§ **WORK TO COMPLETE**:
Would you print exactly the lines that begin the listing and continue through the line holding "height:11px; margin:-5.5px; padding:0"? No pictures, please.

§ **DATA FOR THIS TASK**:
━━━━━━━━

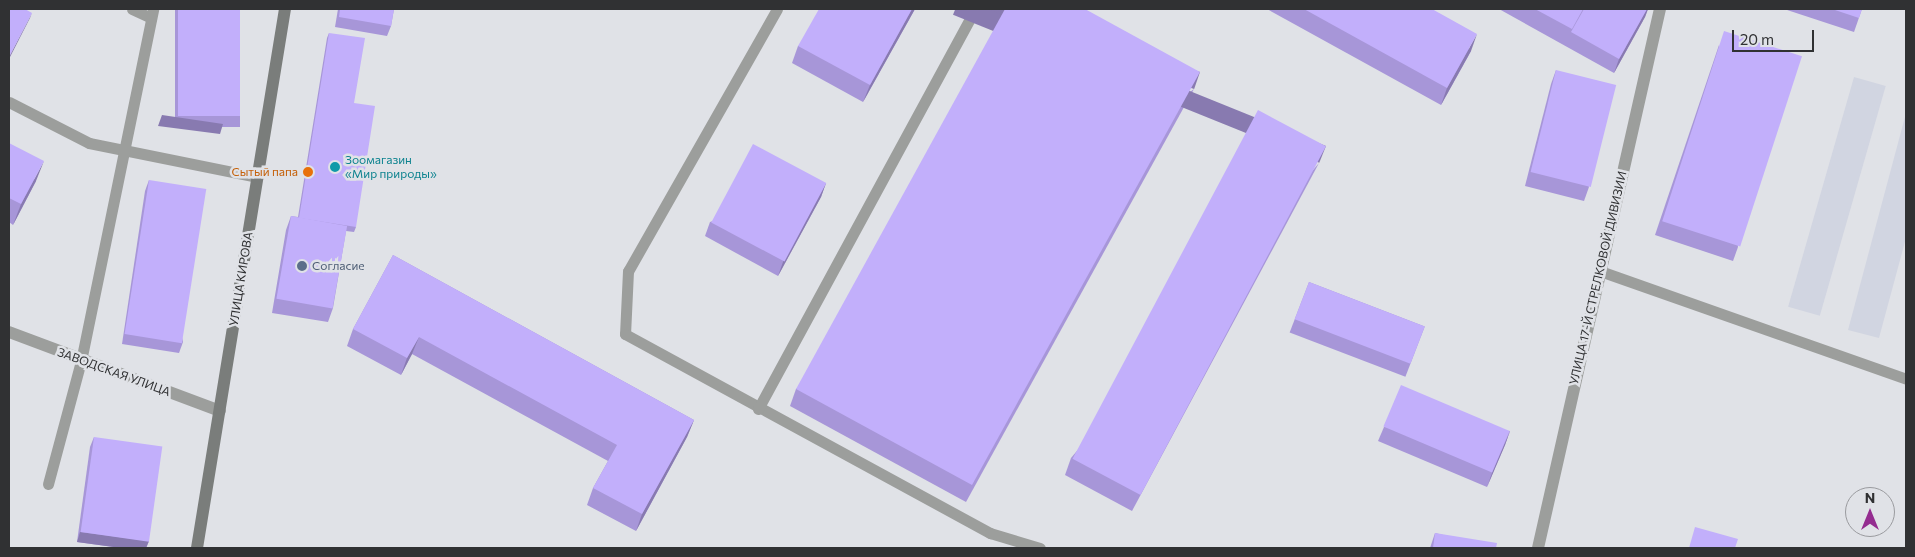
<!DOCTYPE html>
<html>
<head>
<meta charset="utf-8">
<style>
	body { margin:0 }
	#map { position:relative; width:1915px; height:557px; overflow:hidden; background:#e0e2e7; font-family:Commissioner,sans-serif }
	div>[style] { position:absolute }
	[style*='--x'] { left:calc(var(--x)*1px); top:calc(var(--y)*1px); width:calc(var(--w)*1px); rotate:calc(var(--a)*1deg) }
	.built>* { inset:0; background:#d1d5e1; transform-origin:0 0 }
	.lane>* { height:11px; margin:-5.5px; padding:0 5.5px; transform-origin:5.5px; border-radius:5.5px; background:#9c9e9c }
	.street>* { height:12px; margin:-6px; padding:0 6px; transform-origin:6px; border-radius:6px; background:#9c9e9c }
	.secondary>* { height:12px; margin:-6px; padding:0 6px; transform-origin:6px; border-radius:6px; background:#7a7d7b }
	.wall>* { inset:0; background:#a796d8; transform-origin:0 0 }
	.shaded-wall>* { inset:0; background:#887ab0; transform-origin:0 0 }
	.building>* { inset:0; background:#c2affb; transform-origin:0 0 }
	.dots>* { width:14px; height:14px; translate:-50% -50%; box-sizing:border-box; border:2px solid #e0e2e7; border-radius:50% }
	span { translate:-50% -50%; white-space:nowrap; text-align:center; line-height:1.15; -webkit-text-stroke:5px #e0e2e7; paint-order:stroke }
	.culture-label { font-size:12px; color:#0d838f }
	.left { translate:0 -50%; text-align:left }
	.food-label { font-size:12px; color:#c56008 }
	.right { translate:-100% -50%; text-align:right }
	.service-label { font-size:12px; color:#4e5e75 }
	.street-label { font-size:12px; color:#303133 }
	.frame { position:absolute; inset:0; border:10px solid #303133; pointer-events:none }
	.north { position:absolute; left:1845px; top:487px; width:50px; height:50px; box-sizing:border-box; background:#e0e2e7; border:1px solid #9a9b9f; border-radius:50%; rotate:0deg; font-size:14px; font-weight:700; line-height:20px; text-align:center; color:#303133 }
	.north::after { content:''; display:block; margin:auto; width:18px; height:22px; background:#942c90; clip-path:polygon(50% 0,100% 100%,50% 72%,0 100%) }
	.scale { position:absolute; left:1732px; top:30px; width:82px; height:22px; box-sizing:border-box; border:2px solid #303133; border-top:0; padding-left:6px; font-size:15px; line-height:18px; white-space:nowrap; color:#303133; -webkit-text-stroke:4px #e0e2e7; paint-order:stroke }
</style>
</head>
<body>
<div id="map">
	<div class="built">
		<div style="left:1854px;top:77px;width:33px;height:239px;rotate:16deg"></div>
		<div style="clip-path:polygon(1906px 113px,1906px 238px,1879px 338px,1848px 330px)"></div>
	</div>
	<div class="lane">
		<div style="--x:132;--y:9;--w:21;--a:25"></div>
		<div style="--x:777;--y:9;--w:301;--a:119.6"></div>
		<div style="--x:628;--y:271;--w:63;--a:92.7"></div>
		<div style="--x:625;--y:334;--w:416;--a:28.6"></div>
		<div style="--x:990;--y:533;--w:52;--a:16.7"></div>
		<div style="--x:9;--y:102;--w:90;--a:27.1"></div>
		<div style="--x:89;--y:143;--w:172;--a:11.4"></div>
		<div style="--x:1600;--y:271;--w:324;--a:19.4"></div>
		<div style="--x:758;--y:409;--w:455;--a:-61.5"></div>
		<div style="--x:48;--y:484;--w:127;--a:-75"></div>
		<div style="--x:81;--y:361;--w:359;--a:-78.4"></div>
	</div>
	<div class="street">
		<div style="--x:9;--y:332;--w:225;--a:20.5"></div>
		<div style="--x:1538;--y:548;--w:553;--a:-77.25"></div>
	</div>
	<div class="secondary">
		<div style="--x:197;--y:548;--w:546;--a:-80.73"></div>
	</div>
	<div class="wall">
		<div style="left:175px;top:9px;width:65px;height:118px"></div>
		<div style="clip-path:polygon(338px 9px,394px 9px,391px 26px,387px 36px,335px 27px)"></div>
		<div style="clip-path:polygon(915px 9px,863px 102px,792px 63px,798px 46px)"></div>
		<div style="clip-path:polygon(1267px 9px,1432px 9px,1471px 51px,1441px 105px)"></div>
		<div style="clip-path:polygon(1499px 9px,1648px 9px,1645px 17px,1614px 73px)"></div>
		<div style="clip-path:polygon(1784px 9px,1862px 9px,1854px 32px)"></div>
		<div style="clip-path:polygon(329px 33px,354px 103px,356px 227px,354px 232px,346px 231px,333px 308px,328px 322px,272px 313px,286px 230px,291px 216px,298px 217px,327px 38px)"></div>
		<div style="clip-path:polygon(1719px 45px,1738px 247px,1733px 261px,1655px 235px)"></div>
		<div style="clip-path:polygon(1556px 70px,1589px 187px,1584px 201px,1525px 186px,1551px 84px)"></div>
		<div style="clip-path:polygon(1194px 89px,966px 502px,790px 406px,796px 389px)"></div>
		<div style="clip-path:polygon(9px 143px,36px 181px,13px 225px,9px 222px)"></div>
		<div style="clip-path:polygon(1319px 163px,1132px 511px,1065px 475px,1071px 458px)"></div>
		<div style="clip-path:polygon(149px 180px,183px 342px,179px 353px,122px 344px,145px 191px)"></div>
		<div style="clip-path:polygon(826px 183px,821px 197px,778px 276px,705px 236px,710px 222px)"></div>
		<div style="clip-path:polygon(393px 255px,694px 420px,687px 437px,636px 531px,587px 505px,593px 488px,608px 461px,412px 354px,401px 375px,347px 346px,353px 329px)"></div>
		<div style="left:1309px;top:282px;width:124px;height:54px;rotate:21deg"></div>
		<div style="clip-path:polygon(1384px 427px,1510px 431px,1505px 445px,1487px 487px,1378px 441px)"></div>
		<div style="clip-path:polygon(94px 437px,149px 541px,146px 548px,121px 548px,77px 542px,90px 447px)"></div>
		<div style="clip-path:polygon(1435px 533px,1496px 548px,1430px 548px)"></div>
	</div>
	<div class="shaded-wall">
		<div style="clip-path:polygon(912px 9px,915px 9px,863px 102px,870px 85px)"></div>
		<div style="clip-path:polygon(1647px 9px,1648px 9px,1645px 17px,1614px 73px,1619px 59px)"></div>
		<div style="clip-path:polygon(32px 13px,30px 18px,9px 59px,10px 55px)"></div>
		<div style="clip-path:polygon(1477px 34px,1471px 51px,1441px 105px,1447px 88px)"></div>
		<div style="left:1200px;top:72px;width:18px;height:472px;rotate:109deg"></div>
		<div style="clip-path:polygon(162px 115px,223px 124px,220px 134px,158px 126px)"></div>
		<div style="left:1326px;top:146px;width:18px;height:395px;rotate:112deg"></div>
		<div style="clip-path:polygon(44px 161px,36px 181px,13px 225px,21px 204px)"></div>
		<div style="clip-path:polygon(826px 183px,821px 197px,778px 276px,783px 262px)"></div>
		<div style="clip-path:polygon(419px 337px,412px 354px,401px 375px,407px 358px)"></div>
		<div style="clip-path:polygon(694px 420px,687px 437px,636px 531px,642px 514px)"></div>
		<div style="clip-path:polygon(1510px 431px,1505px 445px,1487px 487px,1492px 473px)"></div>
		<div style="clip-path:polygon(80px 532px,149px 541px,146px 548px,121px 548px,77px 542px)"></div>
	</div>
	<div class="building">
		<div style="clip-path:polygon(9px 9px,25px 9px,32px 13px,10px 55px,9px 54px)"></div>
		<div style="left:178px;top:9px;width:62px;height:107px"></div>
		<div style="clip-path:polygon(340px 9px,394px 9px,391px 26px,339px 17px)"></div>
		<div style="clip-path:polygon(819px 9px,912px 9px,870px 85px,798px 46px)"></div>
		<div style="clip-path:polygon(1005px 9px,1085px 9px,1200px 72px,972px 485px,796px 389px)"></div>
		<div style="clip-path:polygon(1304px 9px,1432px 9px,1477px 34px,1447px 88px)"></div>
		<div style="clip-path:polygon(1535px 9px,1583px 9px,1572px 29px)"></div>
		<div style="clip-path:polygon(1584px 9px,1647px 9px,1619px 59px,1571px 32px)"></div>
		<div style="clip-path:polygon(1832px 9px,1862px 9px,1859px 18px)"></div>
		<div style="left:1724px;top:31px;width:82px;height:200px;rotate:18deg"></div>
		<div style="clip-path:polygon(329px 33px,365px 38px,354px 103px,375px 106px,356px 227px,299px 218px)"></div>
		<div style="left:1556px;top:70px;width:62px;height:105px;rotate:14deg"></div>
		<div style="left:1258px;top:110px;width:77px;height:395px;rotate:28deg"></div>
		<div style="clip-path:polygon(9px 143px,44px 161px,21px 204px,9px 198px)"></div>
		<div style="left:753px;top:144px;width:83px;height:89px;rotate:28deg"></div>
		<div style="left:149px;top:180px;width:58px;height:156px;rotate:9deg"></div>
		<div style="left:291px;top:216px;width:57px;height:84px;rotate:10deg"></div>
		<div style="clip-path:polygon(393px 255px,694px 420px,642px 514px,593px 488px,617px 445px,419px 337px,407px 358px,353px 329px)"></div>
		<div style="left:1309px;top:282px;width:124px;height:40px;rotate:21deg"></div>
		<div style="left:1401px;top:385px;width:118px;height:45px;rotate:23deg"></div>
		<div style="left:94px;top:437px;width:69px;height:96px;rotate:8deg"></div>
		<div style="clip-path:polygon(1695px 527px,1738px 539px,1735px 548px,1689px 548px)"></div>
		<div style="clip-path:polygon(1435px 533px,1497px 543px,1496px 548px,1433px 548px)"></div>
	</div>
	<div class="dots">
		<div style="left:335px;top:167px;background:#0f9aa8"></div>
		<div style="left:308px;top:172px;background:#e8710a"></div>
		<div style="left:302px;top:266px;background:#5c6f8a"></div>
	</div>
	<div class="culture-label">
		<span class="left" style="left:345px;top:167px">Зоомагазин<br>«Мир природы»</span>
	</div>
	<div class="food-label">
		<span class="right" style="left:298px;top:172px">Сытый папа</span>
	</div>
	<div class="service-label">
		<span class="left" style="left:312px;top:266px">Согласие</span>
	</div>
	<div class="street-label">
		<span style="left:1598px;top:278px;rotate:-77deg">УЛИЦА 17-Й СТРЕЛКОВОЙ ДИВИЗИИ</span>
		<span style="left:241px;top:279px;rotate:-81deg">УЛИЦА КИРОВА</span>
		<span style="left:114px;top:372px;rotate:20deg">ЗАВОДСКАЯ УЛИЦА</span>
	</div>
	<div class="frame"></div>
	<div class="north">N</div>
	<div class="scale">20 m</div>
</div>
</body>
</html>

━━━━━━━━

§ **OUTPUT FOR THIS TASK**:
<!DOCTYPE html>
<html>
<head>
<meta charset="utf-8">
<style>
	body { margin:0 }
	#map { position:relative; width:1915px; height:557px; overflow:hidden; background:#e0e2e7; font-family:Commissioner,sans-serif }
	div>[style] { position:absolute }
	[style*='--x'] { left:calc(var(--x)*1px); top:calc(var(--y)*1px); width:calc(var(--w)*1px); rotate:calc(var(--a)*1deg) }
	.built>* { inset:0; background:#d1d5e1; transform-origin:0 0 }
	.lane>* { height:11px; margin:-5.5px; padding:0 5.5px; transform-origin:5.5px; border-radius:5.5px; background:#9c9e9c }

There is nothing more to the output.